31      Par ordonnance du 18 mai 2018, le Tribunal a, au titre de l’article 92, paragraphe 3, du règlement de procédure du Tribunal, ordonné au Parlement de produire les conclusions et les éventuels comptes rendus d’audition des témoins établis, à la suite de la demande d’assistance, par le comité consultatif spécial « APA », tout en indiquant que ces documents ne seraient pas transmis, à ce stade, au requérant.

32      Par lettre du 4 juin 2018, le Parlement a réitéré son refus de produire les documents demandés par mesure d’instruction, tout en proposant au Tribunal, s’il le souhaitait, de les lui communiquer informellement de façon qu’ils ne soient pas versés au dossier et que « l’[i]nstitution ait ainsi la garantie que l[e] requérant n’aur[ait] pas accès à des documents qu’elle estim[ait] secrets et confidentiels ».

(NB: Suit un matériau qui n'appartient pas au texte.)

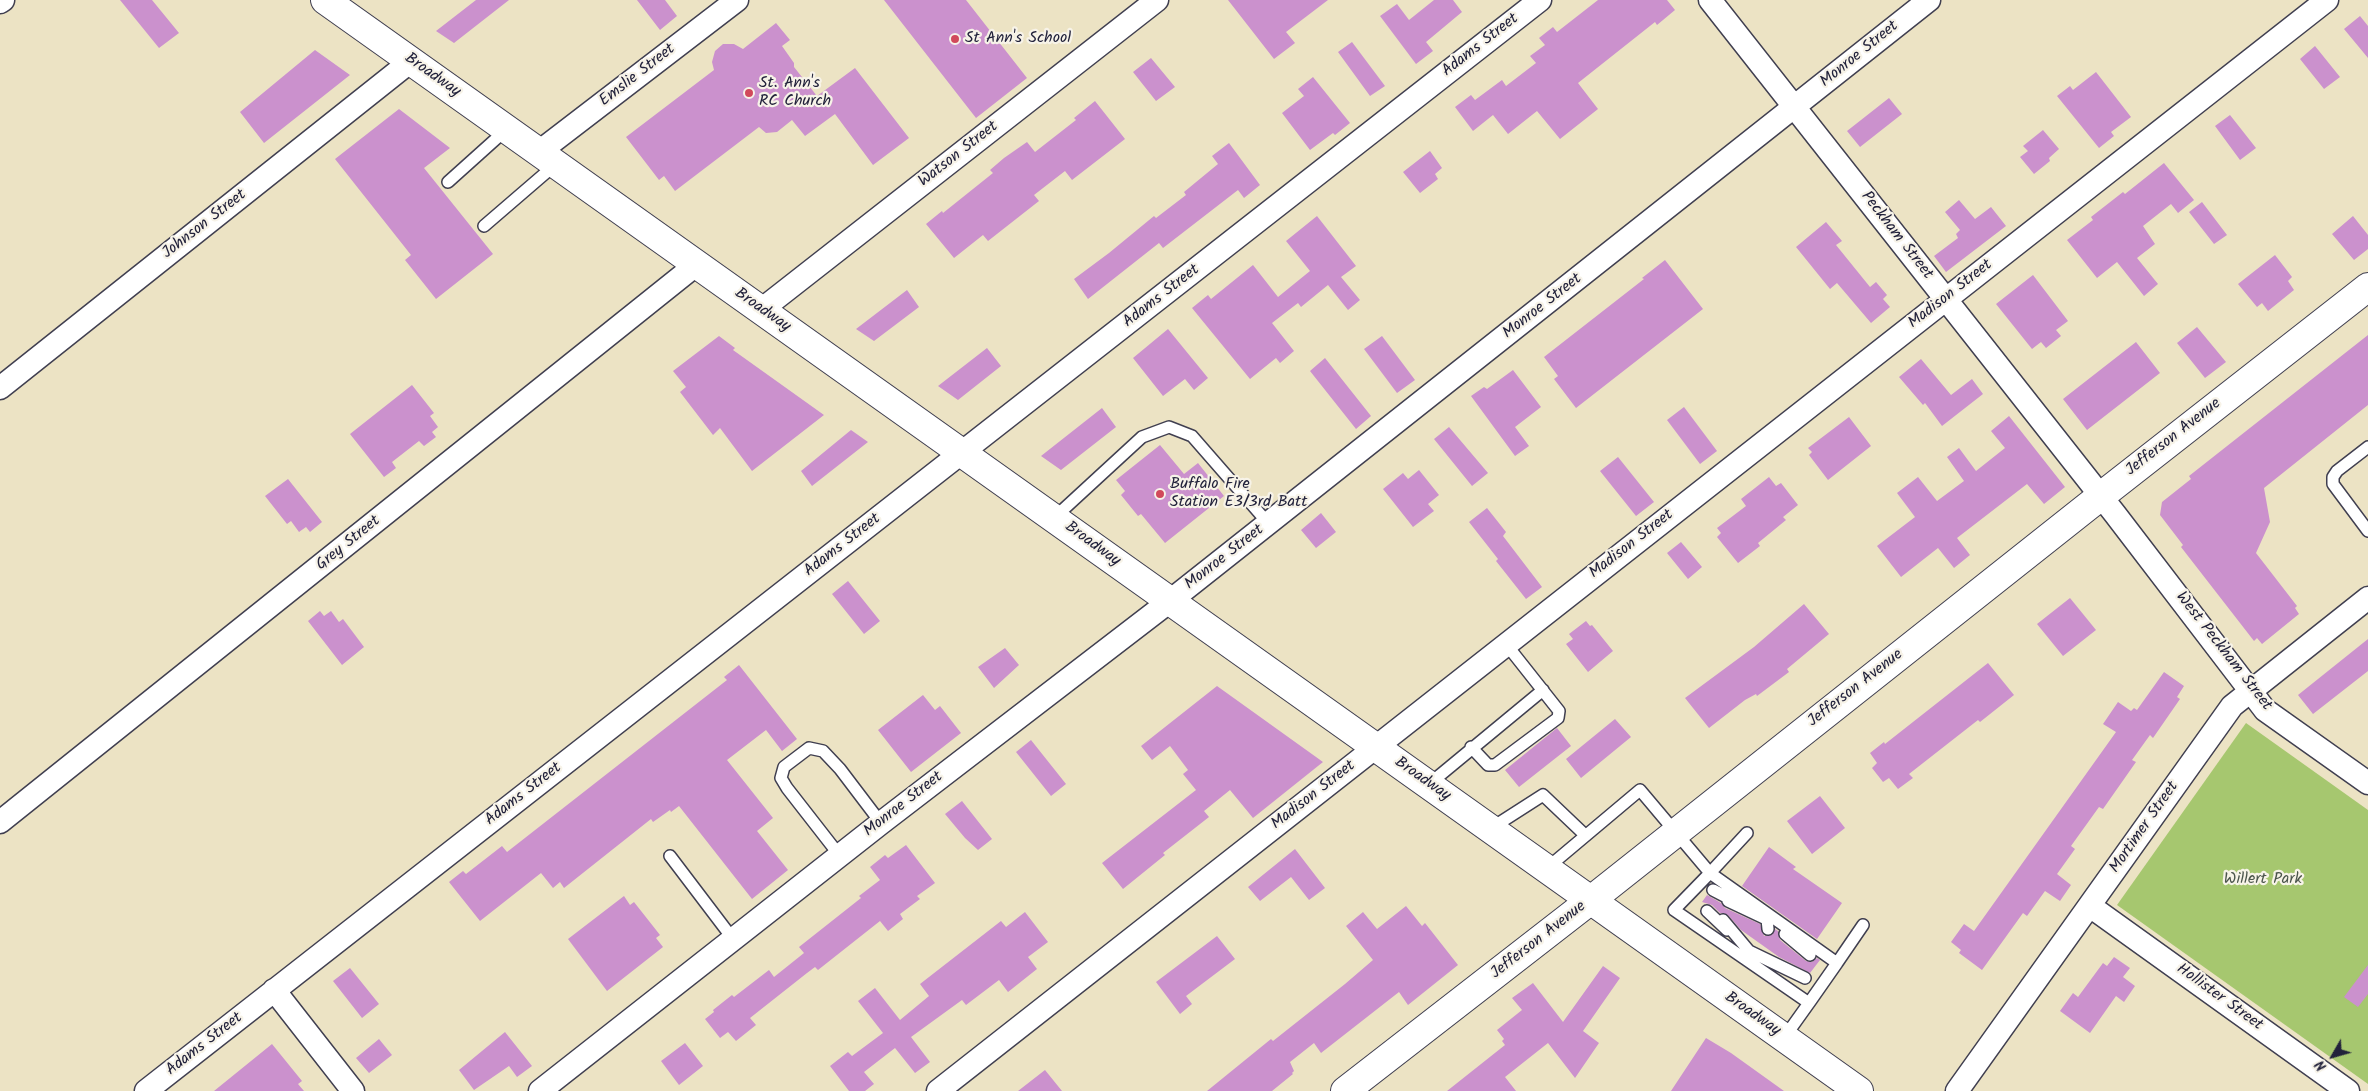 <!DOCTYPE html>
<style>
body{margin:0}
#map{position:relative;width:2368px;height:1091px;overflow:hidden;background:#ece3c4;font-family:Kalam,sans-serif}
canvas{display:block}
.north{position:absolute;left:2308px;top:1031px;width:50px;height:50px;-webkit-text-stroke:4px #f7f3e8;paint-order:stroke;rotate:232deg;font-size:14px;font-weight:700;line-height:20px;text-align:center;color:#22223b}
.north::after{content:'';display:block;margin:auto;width:18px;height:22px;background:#22223b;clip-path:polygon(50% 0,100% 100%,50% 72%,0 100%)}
</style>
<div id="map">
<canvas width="2368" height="1091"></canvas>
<div class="north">N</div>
</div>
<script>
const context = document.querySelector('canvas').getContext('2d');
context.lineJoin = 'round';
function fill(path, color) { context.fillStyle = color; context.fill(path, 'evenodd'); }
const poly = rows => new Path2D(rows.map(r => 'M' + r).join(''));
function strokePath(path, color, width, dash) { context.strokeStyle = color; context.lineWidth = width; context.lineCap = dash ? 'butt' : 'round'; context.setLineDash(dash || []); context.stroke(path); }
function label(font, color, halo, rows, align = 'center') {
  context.font = font + ' Kalam,sans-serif'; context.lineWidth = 4.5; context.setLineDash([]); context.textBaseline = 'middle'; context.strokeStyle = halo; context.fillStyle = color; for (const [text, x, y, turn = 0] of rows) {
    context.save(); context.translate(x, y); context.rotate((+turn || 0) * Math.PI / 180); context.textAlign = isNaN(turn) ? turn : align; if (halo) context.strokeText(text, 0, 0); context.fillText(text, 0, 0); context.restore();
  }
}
fill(poly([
 [2246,723,2368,810,2368,1084,2117,905]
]), '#a6c76f');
fill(poly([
 [120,0,152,0,179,33,159,48],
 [476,0,509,0,454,43,436,31],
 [637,0,665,0,677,16,660,30],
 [884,0,966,0,1027,78,976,118],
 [1228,0,1328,0,1286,32,1295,43,1274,59],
 [1434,0,1453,0,1462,12,1426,42,1433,51,1416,64,1380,16,1397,4,1409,20],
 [1598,0,1667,0,1675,10,1657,25,1655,22,1578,83,1598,109,1560,139,1537,111,1508,134,1493,115,1473,131,1455,107,1471,95,1475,100,1502,80,1506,86,1536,63,1530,56,1545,45,1539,38,1553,27,1557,32],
 [2360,16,2368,26,2368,58,2344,29],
 [776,23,790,40,782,46,794,63,794,67,817,96,855,68,909,138,873,165,835,114,805,136,792,120,777,132,766,133,759,127,675,191,664,176,659,180,626,137,714,70,712,62,715,51,723,44,734,44,743,49],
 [1352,42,1385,86,1370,96,1338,52],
 [2315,46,2340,77,2324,89,2300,59],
 [315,50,350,75,264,143,240,112],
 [1151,58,1175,87,1156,101,1133,72],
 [2096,72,2131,117,2111,132,2114,136,2099,148,2057,96,2070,86,2073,90],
 [1313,77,1350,123,1335,135,1333,133,1310,150,1282,113,1304,96,1298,89],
 [1889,98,1902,114,1860,147,1847,131],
 [1095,101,1125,139,1072,180,1065,171,1034,195,1039,201,988,241,983,235,954,258,926,224,942,211,943,213,993,173,990,170,1004,158,1027,142,1035,152,1076,120,1074,118],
 [399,109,450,148,424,168,493,254,436,299,405,260,411,255,335,159],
 [2230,115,2256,148,2240,160,2215,126],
 [2043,130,2059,149,2049,158,2050,161,2034,174,2020,157,2028,151,2023,146],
 [1229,143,1260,185,1244,198,1238,190,1163,248,1159,243,1088,299,1074,279,1109,253,1154,216,1156,218,1186,195,1184,192,1218,164,1212,156],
 [1430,151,1442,168,1435,174,1438,179,1420,193,1403,172],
 [2164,163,2194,200,2178,213,2171,204,2143,226,2155,244,2137,258,2158,284,2144,296,2117,262,2097,278,2067,240,2093,220,2091,217,2123,192,2125,194],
 [1959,200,1975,219,1991,207,2006,226,1946,272,1934,256,1958,238,1956,234,1960,230,1945,212],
 [2202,202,2227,235,2214,244,2189,212],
 [1317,216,1356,266,1341,277,1360,300,1348,310,1328,285,1301,307,1298,303,1272,323,1294,351,1280,363,1276,358,1250,379,1192,308,1208,295,1211,299,1253,265,1278,297,1310,271,1286,241],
 [2353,216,2368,235,2368,249,2354,260,2332,234],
 [1826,222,1842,241,1836,245,1870,287,1876,282,1887,295,1883,299,1890,307,1871,323,1837,283,1830,289,1796,247],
 [2275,255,2292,277,2288,281,2294,290,2268,311,2262,303,2257,307,2238,284],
 [1665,260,1703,309,1576,408,1554,379,1558,376,1544,357,1644,279,1642,278],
 [2033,275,2068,321,2056,330,2061,336,2046,348,2041,342,2032,349,1996,304],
 [907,290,919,307,874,341,856,329],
 [2197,327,2226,362,2205,378,2177,343],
 [1168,329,1208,378,1194,390,1185,379,1163,396,1133,358],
 [2368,335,2368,405,2264,488,2270,522,2256,553,2297,606,2295,608,2299,614,2262,644,2257,638,2254,641,2181,547,2183,545,2160,515,2162,502,2191,479,2189,476],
 [719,336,735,348,733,350,824,415,752,471,720,428,713,435,680,392,686,387,673,371],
 [1382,336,1415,380,1397,393,1364,349],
 [2136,342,2160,373,2087,430,2063,399],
 [987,348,1001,366,958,400,938,386],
 [1325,358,1371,416,1356,429,1310,371],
 [1921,359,1951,395,1972,379,1983,394,1942,426,1925,403,1923,405,1899,377],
 [1513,370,1541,407,1515,427,1529,446,1515,456,1471,396,1484,387,1487,389],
 [412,385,434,413,430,416,438,427,432,432,436,437,424,446,419,441,392,462,396,468,384,477,350,434],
 [1684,407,1717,451,1700,464,1667,420],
 [1102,408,1116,427,1061,470,1041,456],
 [2009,416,2065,487,2044,504,2027,484,1957,538,1970,555,1954,568,1938,548,1901,577,1877,546,1915,517,1897,493,1918,477,1937,501,1964,481,1947,457,1959,448,1976,471,2005,448,1991,431],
 [1849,417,1871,446,1828,480,1809,455,1812,452,1808,448],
 [1449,427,1488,473,1472,486,1434,439],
 [851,430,868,442,812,486,801,471],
 [1160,445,1184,474,1198,463,1224,496,1165,543,1141,514,1138,516,1121,495,1125,491,1116,480],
 [1618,457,1654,502,1636,516,1600,471],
 [1419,470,1439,495,1428,504,1434,511,1413,527,1383,489,1403,473,1408,479],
 [1769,477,1776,486,1781,483,1798,505,1783,517,1786,520,1758,543,1760,546,1738,563,1717,537,1721,533,1717,528,1746,506,1741,499],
 [288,479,322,522,310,532,306,527,299,532,291,521,287,524,265,496],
 [1487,508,1506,532,1503,536,1542,587,1526,599,1496,561,1498,559,1469,522],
 [1321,513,1336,532,1316,548,1301,530],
 [1681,542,1702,567,1688,579,1667,553],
 [848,581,880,621,864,634,832,594],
 [2070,598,2096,630,2063,656,2037,624],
 [1804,604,1829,634,1787,669,1789,672,1757,696,1756,694,1745,700,1709,728,1685,698,1754,647],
 [320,611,324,616,331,611,339,622,343,619,364,647,342,665,308,621],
 [1586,621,1590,626,1592,625,1613,651,1588,672,1566,644,1573,639,1569,634],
 [2368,639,2368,671,2313,714,2298,695],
 [1005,648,1019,665,994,688,978,667],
 [1988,663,2014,695,1980,722,1978,720,1909,774,1913,778,1898,789,1889,778,1883,782,1872,768,1877,763,1870,753,1884,742,1885,744],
 [739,665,797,739,782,751,766,730,727,760,773,818,757,831,788,870,752,899,679,806,671,812,670,810,653,822,651,819,564,888,560,882,553,888,541,873,480,921,449,882,463,871,466,874,502,846,507,852,727,680,724,677],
 [2164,672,2184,686,2177,697,2180,699,2153,738,2150,735,2132,760,2136,762,2103,809,2099,807,2071,846,2075,849,2057,874,2071,885,2060,901,2045,891,2027,916,2023,913,1982,970,1959,953,1961,950,1951,942,1964,924,1974,931,2116,732,2103,724,2118,702,2131,711,2134,708,2137,710],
 [1217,686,1323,762,1253,818,1230,790,1204,811,1209,817,1163,853,1165,855,1123,889,1102,863,1196,790,1183,774,1188,770,1170,746,1152,760,1141,746],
 [923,695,935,710,940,706,961,733,911,772,878,730],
 [1615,719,1631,737,1581,778,1566,759],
 [1557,728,1571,746,1519,787,1505,770],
 [1031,740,1066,784,1051,796,1016,752],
 [1820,796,1845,828,1812,854,1787,821],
 [962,801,992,839,978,850,965,838,945,814],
 [906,845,935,883,917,896,920,899,900,914,903,919,888,931,880,921,818,970,815,967,807,973,750,1018,756,1025,736,1041,728,1032,720,1038,705,1019,714,1012,713,1010,732,995,734,997,769,970,774,977,804,953,799,947,861,898,859,896,880,880,870,867,885,855,888,858],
 [1769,847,1796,867,1793,869,1842,903,1817,939,1742,886],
 [1295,849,1325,888,1309,900,1291,877,1260,901,1248,887],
 [1707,895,1721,903,1725,908,1760,924,1764,936,1772,935,1775,929,1778,931,1780,940,1806,961,1812,962,1817,958,1820,960,1810,973,1779,957,1741,930,1728,915,1720,913,1712,905,1702,902],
 [624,896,630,905,634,902,660,935,656,938,663,947,607,991,568,939],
 [1406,906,1422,926,1425,923,1458,965,1408,1005,1399,992,1321,1053,1314,1043,1290,1062,1294,1071,1292,1073,1293,1074,1272,1091,1207,1091,1271,1039,1273,1041,1345,984,1373,960,1346,926,1363,912,1377,929],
 [1025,912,1048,942,1028,957,1037,969,1008,992,999,980,966,1005,962,1000,911,1037,930,1062,915,1073,895,1048,864,1072,874,1084,865,1091,849,1091,830,1066,848,1052,852,1056,883,1033,858,1001,875,988,900,1020,929,996,920,984,1001,921,1006,927],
 [1217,936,1235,959,1186,996,1192,1004,1180,1014,1156,982],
 [2114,957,2130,968,2123,977,2135,986,2124,1002,2116,996,2090,1033,2060,1011,2073,993,2078,997,2103,963,2107,966],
 [2368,965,2368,994,2358,1007,2344,997],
 [1603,966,1620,978,1583,1031,1599,1043,1575,1078,1548,1043,1505,1077,1516,1091,1447,1091,1505,1045,1502,1041,1504,1039,1497,1030,1522,1010,1512,998,1533,983,1563,1022],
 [350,968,379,1004,362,1018,333,981],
 [505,1032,532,1066,517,1077,509,1066,474,1090,459,1070],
 [1706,1038,1731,1053,1784,1091,1671,1091],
 [379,1039,392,1055,369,1073,356,1058],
 [685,1043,703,1066,679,1085,661,1061],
 [272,1044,302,1081,298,1084,304,1091,214,1091],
 [1045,1070,1062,1091,1018,1091]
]), '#cb91cd');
const service = poly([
 [448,182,507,129],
 [484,226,556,164],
 [2368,447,2337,471,2333,477,2333,484,2368,531],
 [1054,518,1142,437,1169,427,1192,436,1268,523],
 [1471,747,1488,765,1495,765,1558,718,1559,711,1506,644],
 [1428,785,1543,690],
 [1490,829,1543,795,1585,835],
 [1747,833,1710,873,1837,963,1809,1003],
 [670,856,733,939],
 [840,856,787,788,781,778,784,767,809,748,823,751,840,769,881,823],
 [1546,869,1640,790,1710,873,1674,910,1809,1003,1784,1038],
 [1713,890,1736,902],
 [1728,901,1764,918],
 [1707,911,1727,930],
 [1767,919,1768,929],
 [1723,920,1749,951,1805,978],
 [1785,934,1810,955],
 [1837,963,1863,925]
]);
const minor = poly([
 [1710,0,2115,514,2265,710,2368,783],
 [0,2,3,0],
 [539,152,737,0],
 [761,310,1157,0],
 [0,388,411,61],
 [0,822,697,264],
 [2090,906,2348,1091],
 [274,990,353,1091],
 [146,1091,1540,0],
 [540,1091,881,823,1170,601,1929,0],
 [938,1091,2327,0],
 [1957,1091,2232,706,2368,598]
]);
const tertiary = poly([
 [1345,1091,1591,900,2087,507,2368,287]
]);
const primary = poly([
 [325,0,1859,1091]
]);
strokePath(service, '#403f50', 14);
strokePath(minor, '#403f50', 25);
strokePath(tertiary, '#403f50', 30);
strokePath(primary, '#403f50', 30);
strokePath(service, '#fff', 11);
strokePath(minor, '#fff', 22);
strokePath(tertiary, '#fff', 28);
strokePath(primary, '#fff', 28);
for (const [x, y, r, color] of [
 [955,39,5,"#d1495b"],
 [749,93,5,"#d1495b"],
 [1160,494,5,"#d1495b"]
]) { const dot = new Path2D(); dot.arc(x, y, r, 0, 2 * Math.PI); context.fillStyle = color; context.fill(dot); strokePath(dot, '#f7f3e8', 2); }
label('16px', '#22223b', '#f7f3e8', [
 ["St Ann's School",965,39],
 ["St. Ann's",759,84],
 ["RC Church",759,102],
 ["Buffalo Fire",1170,485],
 ["Station E3/3rd Batt",1170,503]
], 'left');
label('16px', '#22223b', '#f7f3e8', [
 ["Adams Street",1481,46,-38],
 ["Monroe Street",1860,55,-39],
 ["Broadway",432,76,35],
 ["Emslie Street",638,76,-38],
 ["Watson Street",959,155,-38],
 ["Johnson Street",205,225,-38],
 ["Peckham Street",1896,236,52],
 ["Madison Street",1951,295,-38],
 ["Adams Street",1162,297,-38],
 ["Monroe Street",1543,307,-38],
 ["Broadway",762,311,35],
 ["Jefferson Avenue",2174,438,-38],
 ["Grey Street",349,544,-39],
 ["Broadway",1092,545,36],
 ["Madison Street",1632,545,-38],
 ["Adams Street",843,546,-38],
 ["Monroe Street",1225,558,-38],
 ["West Peckham Street",2223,652,52],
 ["Jefferson Avenue",1856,689,-38],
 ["Broadway",1422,780,35],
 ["Adams Street",524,795,-38],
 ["Madison Street",1314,796,-38],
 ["Monroe Street",904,805,-38],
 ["Mortimer Street",2145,828,-55],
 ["Jefferson Avenue",1539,941,-38],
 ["Hollister Street",2219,998,36],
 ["Broadway",1752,1015,35],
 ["Adams Street",205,1045,-38]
]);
label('16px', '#4a544b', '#f7f3e8', [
 ["Willert Park",2263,880]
]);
</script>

33      Le 28 juin 2018, les parties ont été invitées, à titre de mesure d’organisation de la procédure, à prendre position sur les conséquences à tirer, sur le traitement de l’affaire, de la décision du Parlement, communiquée le 4 juin 2018, par laquelle il refusait de transmettre au Tribunal les documents qu’il lui avait ordonné de produire par ordonnance du 18 mai 2018. À cet égard, l’attention des parties était attirée, d’une part, sur les arrêts du 10 juin 1980, M./Commission (155/78, EU:C:1980:150), et du 12 mai 2010, Commission/Meierhofer (T‑560/08 P, EU:T:2010:192), ainsi que, d’autre part, sur l’arrêt du 29 juin 2018, HF/Parlement (T‑218/17, EU:T:2018:393).

34      Les 10 et 11 juillet 2018 respectivement, le requérant et le Parlement ont déposé leurs observations à cet égard.

35      Le 8 août 2018, le Tribunal ayant estimé qu’un second échange de mémoires n’était pas nécessaire et ayant, par ailleurs, refusé la demande en ce sens du requérant du 2 août 2018, la phase écrite de la procédure a été clôturée et, lors de l’audience du 25 octobre 2018, les parties ont été entendues en leurs plaidoiries.

36      Le requérant conclut à ce qu’il plaise au Tribunal :

–        annuler la décision attaquée et, en tant que de besoin, la décision de rejet de la réclamation ;

–        condamner le Parlement au paiement de 68 500 euros à titre de réparation des préjudices moraux qu’il aurait subis ;

–        condamner le Parlement aux dépens.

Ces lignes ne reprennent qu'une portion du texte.